On firework night the following are useful tips:
- Make sure he is not left alone and afraid.
- Follow your usual routine as much as possible.
- Make sure he is well exercised before it gets dark so he is tired and also has been to the toilet.
- Pull all the curtains and put the television and/or radio on high volume.
- Close all windows, doors and cat flaps so he can't get out and the noise is minimal.
- Make certain he can’t get out of the house in case he panics and runs away.
- Make sure he is wearing his collar with an identification tag.
- If he does get anxious don’t pay attention to him. If you make a fuss of him you are reinforcing his behaviour.
- Don’t scold him if gets anxious as that will only make matters worse.
- Remain calm yourself.
- If he normally sits with you then let him and pat him as usual but don’t make a fuss.
- Never take him to a firework party or take him in your car and leave him unattended.
- Don't leave him alone while fireworks are going off as he will be calmer with someone familiar around.
- Don't punish him as this will make him more distressed.
- Give him a distraction like a new toy or chew.

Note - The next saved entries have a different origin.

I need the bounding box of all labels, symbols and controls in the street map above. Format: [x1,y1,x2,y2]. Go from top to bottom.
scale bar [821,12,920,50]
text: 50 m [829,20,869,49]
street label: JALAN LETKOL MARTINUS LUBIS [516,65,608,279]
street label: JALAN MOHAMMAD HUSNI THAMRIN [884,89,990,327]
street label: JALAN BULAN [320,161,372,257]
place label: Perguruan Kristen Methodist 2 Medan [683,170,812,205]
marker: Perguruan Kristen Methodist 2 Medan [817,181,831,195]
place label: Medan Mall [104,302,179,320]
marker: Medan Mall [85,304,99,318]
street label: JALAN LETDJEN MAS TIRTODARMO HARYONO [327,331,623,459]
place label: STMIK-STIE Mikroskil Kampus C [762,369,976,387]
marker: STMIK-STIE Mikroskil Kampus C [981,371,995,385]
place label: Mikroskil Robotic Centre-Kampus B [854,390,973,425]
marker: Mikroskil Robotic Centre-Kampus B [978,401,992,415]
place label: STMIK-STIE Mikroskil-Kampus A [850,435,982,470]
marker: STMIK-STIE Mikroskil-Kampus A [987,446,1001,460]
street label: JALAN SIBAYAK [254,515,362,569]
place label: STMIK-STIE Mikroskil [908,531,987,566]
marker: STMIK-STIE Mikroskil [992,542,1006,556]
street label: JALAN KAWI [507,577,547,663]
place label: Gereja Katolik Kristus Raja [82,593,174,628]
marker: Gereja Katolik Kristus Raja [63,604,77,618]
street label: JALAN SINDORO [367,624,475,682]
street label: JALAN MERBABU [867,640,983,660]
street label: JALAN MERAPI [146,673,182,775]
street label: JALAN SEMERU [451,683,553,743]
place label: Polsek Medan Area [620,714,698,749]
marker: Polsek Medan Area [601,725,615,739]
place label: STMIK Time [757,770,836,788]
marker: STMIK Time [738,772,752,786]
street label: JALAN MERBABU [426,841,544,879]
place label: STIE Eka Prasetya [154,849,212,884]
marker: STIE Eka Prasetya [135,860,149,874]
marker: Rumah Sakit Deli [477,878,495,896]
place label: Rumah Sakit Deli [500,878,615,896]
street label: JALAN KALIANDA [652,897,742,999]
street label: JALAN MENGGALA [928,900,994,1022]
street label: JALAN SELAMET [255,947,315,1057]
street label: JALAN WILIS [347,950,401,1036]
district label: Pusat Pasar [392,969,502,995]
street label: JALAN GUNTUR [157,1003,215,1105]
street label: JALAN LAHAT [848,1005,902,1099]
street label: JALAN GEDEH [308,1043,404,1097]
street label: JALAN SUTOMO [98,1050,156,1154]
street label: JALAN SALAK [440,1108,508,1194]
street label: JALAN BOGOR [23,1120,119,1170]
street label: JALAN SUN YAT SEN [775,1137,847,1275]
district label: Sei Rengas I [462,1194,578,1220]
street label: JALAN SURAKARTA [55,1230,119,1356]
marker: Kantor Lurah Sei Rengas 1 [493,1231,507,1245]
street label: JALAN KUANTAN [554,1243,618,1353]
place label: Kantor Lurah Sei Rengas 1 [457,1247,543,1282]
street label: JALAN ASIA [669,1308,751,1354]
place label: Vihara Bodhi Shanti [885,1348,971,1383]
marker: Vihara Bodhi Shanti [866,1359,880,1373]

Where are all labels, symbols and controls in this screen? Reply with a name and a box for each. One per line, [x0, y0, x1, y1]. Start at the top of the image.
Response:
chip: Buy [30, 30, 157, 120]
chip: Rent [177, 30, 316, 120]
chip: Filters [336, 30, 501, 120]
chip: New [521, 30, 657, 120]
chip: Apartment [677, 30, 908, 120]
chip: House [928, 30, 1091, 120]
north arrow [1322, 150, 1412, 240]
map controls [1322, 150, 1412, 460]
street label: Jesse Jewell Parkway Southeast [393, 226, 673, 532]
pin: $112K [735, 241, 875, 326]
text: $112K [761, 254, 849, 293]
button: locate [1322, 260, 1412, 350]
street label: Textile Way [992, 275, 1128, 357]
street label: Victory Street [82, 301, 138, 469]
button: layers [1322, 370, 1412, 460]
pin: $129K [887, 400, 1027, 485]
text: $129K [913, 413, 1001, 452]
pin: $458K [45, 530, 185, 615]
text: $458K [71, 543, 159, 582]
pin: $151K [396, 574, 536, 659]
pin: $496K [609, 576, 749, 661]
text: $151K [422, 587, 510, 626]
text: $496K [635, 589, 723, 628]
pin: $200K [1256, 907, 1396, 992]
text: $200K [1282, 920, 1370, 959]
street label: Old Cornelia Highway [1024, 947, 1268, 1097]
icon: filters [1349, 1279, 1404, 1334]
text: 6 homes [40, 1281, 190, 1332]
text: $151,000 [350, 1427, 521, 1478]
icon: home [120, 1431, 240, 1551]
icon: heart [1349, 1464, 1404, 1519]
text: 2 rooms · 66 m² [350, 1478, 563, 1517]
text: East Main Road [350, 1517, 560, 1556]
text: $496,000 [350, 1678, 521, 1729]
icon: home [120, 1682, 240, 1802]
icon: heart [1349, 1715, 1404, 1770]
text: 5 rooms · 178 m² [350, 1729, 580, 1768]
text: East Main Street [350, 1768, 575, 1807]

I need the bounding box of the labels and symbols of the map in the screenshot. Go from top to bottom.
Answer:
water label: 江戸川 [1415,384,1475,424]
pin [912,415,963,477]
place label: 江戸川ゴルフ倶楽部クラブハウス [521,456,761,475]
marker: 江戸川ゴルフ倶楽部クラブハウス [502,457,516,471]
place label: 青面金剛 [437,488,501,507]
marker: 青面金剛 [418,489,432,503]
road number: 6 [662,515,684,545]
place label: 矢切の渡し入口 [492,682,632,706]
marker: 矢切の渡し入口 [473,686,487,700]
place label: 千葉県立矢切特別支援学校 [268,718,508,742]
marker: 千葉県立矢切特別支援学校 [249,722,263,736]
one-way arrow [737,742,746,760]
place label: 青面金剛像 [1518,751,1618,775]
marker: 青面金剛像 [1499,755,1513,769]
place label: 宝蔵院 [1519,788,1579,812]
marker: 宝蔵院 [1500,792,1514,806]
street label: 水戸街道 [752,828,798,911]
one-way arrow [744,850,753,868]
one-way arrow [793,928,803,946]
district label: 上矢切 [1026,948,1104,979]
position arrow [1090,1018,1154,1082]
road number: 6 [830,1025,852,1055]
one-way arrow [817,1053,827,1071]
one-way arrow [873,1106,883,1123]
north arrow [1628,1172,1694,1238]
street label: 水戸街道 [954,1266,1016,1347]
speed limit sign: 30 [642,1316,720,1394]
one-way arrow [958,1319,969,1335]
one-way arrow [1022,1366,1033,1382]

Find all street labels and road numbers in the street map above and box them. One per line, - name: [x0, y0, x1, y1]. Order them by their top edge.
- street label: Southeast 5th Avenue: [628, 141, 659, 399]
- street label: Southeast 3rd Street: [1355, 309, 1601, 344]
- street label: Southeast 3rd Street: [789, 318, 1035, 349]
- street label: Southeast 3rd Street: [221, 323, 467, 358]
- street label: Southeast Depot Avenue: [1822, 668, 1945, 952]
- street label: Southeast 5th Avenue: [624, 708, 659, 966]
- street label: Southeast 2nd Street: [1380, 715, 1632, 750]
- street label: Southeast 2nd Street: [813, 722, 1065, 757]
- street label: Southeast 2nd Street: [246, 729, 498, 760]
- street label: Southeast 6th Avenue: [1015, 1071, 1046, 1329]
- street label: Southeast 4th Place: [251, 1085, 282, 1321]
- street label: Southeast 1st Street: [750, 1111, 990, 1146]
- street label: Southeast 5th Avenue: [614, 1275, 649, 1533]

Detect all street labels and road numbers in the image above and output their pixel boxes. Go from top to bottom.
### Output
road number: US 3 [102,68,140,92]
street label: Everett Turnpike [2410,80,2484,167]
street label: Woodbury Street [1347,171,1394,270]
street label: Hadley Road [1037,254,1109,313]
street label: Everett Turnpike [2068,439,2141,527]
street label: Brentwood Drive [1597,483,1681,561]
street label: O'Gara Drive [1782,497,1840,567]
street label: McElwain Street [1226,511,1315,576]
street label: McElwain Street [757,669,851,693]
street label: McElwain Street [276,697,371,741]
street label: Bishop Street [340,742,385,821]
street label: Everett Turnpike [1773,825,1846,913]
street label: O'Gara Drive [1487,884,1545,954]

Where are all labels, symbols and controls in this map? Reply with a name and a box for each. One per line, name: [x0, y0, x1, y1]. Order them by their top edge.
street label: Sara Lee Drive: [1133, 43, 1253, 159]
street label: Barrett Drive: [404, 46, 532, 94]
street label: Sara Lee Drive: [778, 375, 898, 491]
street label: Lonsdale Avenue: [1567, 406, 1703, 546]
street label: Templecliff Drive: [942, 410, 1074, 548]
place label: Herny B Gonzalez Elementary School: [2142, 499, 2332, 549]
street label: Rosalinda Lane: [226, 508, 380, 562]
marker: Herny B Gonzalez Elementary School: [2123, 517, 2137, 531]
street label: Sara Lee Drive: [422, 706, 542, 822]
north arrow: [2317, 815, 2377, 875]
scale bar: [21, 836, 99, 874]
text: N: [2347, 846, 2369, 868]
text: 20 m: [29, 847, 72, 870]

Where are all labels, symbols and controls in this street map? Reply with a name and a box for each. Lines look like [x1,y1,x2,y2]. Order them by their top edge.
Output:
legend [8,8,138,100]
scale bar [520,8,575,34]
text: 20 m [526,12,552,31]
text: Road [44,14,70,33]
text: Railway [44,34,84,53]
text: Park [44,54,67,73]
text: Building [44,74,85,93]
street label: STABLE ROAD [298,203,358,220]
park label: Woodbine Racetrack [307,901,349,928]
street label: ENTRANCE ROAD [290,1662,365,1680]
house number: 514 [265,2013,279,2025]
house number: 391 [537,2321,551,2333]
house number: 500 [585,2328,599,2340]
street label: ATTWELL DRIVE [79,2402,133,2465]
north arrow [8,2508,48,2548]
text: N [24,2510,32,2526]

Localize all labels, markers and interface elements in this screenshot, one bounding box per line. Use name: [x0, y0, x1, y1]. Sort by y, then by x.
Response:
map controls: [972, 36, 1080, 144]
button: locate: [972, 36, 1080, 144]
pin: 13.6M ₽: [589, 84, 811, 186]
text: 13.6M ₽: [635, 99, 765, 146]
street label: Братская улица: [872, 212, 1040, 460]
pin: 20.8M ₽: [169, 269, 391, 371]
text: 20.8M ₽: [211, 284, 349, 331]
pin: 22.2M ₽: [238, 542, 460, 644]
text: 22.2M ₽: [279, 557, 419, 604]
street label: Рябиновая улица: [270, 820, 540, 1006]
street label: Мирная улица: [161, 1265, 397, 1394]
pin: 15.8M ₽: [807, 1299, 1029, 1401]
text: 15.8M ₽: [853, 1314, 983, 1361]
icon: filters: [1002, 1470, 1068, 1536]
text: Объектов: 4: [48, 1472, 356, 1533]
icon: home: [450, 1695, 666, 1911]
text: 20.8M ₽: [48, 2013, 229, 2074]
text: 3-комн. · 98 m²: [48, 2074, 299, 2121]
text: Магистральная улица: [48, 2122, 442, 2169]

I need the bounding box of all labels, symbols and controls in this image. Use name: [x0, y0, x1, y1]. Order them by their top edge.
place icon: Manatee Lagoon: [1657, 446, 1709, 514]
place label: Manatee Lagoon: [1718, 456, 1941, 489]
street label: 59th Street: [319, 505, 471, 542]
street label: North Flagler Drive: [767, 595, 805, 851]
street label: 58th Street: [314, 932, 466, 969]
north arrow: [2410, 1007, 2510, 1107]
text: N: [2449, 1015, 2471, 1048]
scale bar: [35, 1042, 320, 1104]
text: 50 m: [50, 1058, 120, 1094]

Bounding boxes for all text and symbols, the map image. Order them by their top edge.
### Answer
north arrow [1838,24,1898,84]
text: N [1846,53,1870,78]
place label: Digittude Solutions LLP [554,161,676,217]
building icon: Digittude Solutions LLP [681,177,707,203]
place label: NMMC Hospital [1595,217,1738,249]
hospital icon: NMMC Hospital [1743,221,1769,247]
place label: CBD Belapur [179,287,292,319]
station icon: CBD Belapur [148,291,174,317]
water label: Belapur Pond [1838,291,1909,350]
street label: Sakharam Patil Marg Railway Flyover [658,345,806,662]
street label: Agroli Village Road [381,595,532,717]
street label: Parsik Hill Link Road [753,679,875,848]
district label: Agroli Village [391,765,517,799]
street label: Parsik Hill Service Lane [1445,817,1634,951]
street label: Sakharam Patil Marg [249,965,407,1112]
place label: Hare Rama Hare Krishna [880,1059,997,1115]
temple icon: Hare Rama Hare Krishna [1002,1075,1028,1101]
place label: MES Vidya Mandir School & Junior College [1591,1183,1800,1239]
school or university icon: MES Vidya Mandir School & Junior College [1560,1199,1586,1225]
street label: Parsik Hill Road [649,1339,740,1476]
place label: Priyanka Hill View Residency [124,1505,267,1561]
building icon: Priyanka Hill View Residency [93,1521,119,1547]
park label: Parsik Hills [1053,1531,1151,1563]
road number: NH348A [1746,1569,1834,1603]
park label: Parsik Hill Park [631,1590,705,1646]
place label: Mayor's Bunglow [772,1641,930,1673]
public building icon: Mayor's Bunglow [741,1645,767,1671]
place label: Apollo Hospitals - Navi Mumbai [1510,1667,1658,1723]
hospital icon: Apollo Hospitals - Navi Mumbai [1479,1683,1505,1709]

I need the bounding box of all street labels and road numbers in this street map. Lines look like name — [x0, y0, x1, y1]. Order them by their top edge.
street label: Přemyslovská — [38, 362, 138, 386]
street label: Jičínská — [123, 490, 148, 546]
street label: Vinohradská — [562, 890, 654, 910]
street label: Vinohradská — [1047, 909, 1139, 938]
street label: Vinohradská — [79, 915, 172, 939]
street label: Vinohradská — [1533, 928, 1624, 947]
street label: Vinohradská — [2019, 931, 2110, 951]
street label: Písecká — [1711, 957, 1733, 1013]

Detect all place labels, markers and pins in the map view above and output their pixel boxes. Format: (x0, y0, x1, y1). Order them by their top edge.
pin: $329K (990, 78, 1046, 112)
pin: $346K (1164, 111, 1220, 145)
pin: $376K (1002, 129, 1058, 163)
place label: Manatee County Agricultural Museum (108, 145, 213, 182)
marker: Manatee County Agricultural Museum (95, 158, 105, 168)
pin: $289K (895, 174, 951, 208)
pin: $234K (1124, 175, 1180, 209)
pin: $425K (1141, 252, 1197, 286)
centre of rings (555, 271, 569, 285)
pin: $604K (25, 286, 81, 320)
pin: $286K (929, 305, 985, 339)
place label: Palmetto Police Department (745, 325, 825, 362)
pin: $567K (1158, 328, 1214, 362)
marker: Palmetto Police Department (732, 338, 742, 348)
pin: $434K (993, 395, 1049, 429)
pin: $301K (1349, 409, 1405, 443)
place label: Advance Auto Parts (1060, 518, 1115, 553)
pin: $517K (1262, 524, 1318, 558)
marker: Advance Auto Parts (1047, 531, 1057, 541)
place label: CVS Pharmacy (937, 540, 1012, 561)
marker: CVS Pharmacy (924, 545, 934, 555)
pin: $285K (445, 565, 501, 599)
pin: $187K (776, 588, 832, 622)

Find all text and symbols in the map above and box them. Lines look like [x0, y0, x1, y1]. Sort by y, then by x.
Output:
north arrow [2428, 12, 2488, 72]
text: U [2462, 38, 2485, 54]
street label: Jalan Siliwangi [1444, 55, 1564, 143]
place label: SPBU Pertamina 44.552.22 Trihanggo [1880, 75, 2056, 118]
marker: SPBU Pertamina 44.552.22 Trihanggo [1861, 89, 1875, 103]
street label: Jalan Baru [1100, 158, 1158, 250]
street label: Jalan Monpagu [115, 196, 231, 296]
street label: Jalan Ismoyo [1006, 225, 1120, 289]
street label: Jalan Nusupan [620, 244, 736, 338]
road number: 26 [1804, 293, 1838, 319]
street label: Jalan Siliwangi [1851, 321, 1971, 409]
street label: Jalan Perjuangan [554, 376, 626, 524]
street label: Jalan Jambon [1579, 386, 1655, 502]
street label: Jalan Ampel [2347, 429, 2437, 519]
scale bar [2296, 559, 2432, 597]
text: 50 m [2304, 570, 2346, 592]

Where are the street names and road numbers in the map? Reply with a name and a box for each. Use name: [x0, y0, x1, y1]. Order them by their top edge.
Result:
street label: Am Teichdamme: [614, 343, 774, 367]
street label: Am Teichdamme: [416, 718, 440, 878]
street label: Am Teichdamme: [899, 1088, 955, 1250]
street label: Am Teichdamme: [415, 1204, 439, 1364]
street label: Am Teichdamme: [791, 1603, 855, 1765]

You will know if he is anxious if you see any of the following;
- Becoming restless: pacing and panting
- Becoming destructive
- Looking worried
- Listening for the next noise
- Clinging to you
- Barking, whining or howling
- Trying to run away
- Self trauma
These days firework parties often happen over several days or even a couple of weeks so be prepared before 5th November and if you are really worried about your pet then ask your vet for advice. Ask your neighbours to let you know if they are having fireworks so you can be prepared.
After the fireworks have finished don't forget to check there is no debris in the garden and that the ashes of your bonfire are not hot enough to burn his nose or feet.